Il y avait aussi la terrible phrase à débiter le plus vite possible : « Trois fûts, six caisses, deux doigts dans le trou du fût, la main entre les caisses. »
Nos pauvres petites têtes blondes n’ont plus l’occasion ni l’utilité de prononcer correctement les P : il ne doit plus y avoir de postillons. Interdit ! Verboten! Il y a le masque, ce nouvel accessoire obligatoire censé protéger de tout en nous priant de garder pour nous nos vilains postillons.

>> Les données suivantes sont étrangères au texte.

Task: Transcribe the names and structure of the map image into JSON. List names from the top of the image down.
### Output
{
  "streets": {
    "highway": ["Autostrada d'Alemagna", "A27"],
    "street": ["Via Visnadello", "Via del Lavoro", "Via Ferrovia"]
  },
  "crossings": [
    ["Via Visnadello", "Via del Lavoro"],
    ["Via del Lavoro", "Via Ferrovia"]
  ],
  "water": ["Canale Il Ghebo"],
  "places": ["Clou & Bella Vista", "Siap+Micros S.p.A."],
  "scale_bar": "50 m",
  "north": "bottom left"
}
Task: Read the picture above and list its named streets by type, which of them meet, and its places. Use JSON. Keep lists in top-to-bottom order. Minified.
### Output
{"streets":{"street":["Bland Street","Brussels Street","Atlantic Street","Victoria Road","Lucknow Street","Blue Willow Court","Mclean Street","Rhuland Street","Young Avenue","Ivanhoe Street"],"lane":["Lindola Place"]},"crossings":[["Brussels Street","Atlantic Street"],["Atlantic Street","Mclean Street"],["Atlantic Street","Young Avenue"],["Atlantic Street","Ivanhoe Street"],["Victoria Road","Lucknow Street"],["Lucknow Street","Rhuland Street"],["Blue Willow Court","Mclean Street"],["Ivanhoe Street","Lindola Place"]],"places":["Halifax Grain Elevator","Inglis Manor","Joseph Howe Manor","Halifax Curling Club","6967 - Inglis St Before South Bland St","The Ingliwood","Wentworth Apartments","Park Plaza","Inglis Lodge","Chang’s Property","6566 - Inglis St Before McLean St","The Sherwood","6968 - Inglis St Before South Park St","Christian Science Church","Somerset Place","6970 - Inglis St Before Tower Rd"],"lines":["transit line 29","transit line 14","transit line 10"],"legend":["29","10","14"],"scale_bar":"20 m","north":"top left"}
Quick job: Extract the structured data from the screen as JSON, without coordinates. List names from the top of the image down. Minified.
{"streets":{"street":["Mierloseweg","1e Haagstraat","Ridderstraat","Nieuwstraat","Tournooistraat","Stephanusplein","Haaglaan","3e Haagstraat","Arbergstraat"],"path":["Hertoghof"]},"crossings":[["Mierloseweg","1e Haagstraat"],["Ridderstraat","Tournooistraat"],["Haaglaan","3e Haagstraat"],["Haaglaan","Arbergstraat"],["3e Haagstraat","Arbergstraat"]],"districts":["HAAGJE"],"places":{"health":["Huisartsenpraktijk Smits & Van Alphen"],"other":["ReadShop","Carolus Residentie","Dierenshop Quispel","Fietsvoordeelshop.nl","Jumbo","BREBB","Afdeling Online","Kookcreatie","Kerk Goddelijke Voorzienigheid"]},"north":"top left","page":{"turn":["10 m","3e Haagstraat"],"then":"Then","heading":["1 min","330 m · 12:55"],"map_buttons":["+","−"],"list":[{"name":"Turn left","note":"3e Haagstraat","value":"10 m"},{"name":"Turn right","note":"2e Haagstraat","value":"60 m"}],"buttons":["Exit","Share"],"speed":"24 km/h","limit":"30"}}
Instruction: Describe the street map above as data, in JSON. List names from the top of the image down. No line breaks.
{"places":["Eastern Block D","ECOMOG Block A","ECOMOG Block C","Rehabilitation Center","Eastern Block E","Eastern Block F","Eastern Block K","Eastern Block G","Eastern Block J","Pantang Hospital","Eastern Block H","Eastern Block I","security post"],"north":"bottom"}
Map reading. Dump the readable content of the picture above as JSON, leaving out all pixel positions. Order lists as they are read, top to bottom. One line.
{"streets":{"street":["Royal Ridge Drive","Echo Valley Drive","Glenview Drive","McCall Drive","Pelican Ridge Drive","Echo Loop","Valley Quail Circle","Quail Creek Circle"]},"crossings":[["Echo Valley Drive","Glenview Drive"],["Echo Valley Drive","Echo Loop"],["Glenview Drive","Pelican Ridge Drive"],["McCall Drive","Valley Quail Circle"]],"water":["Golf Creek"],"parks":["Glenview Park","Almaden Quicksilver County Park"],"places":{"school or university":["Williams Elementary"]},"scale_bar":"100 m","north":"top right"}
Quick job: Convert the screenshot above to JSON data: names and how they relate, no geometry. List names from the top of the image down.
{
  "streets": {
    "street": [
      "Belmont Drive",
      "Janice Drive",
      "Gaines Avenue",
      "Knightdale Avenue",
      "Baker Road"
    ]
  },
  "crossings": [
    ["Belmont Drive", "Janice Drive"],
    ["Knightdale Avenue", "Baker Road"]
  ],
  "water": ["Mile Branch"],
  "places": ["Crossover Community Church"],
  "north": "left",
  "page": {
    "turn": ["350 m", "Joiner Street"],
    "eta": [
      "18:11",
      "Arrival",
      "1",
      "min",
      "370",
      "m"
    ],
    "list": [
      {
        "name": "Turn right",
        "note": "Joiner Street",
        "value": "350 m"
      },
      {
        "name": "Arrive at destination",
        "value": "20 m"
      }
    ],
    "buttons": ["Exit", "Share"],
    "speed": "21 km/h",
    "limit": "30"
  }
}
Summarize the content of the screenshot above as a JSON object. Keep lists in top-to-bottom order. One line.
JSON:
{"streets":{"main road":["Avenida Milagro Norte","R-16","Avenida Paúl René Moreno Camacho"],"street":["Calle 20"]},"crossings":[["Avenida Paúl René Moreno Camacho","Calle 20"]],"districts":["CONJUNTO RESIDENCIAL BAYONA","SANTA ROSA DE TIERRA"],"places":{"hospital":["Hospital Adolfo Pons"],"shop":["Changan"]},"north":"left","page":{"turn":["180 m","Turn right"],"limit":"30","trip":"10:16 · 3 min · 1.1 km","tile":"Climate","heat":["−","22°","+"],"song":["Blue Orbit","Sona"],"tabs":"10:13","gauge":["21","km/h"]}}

Alors que depuis des mois et des mois, on nous bassine les mêmes « débats », sur les mêmes sujets, avec les mêmes interlocuteurs qui s’écharpent avec de plus en plus de violence, on parle peu ou pratiquement pas de la principale victime collatérale de tous ces balbutiements : la jeunesse. La jeunesse de 3 à 30 ans !
Dans une interview au magazine suisse L'Illustré, Boris Cyrulnik rappelle qu’au carnaval de Venise, ce masquer permettait des débauches sexuelles, puisqu’on ne savait plus qui était qui. Le masque, outre sa fonction de protection indubitable, a une fonction beaucoup plus pernicieuse : celle de la dissimulation. On ne sait plus qui est qui, en effet. À la limite, on ne veut même plus le savoir.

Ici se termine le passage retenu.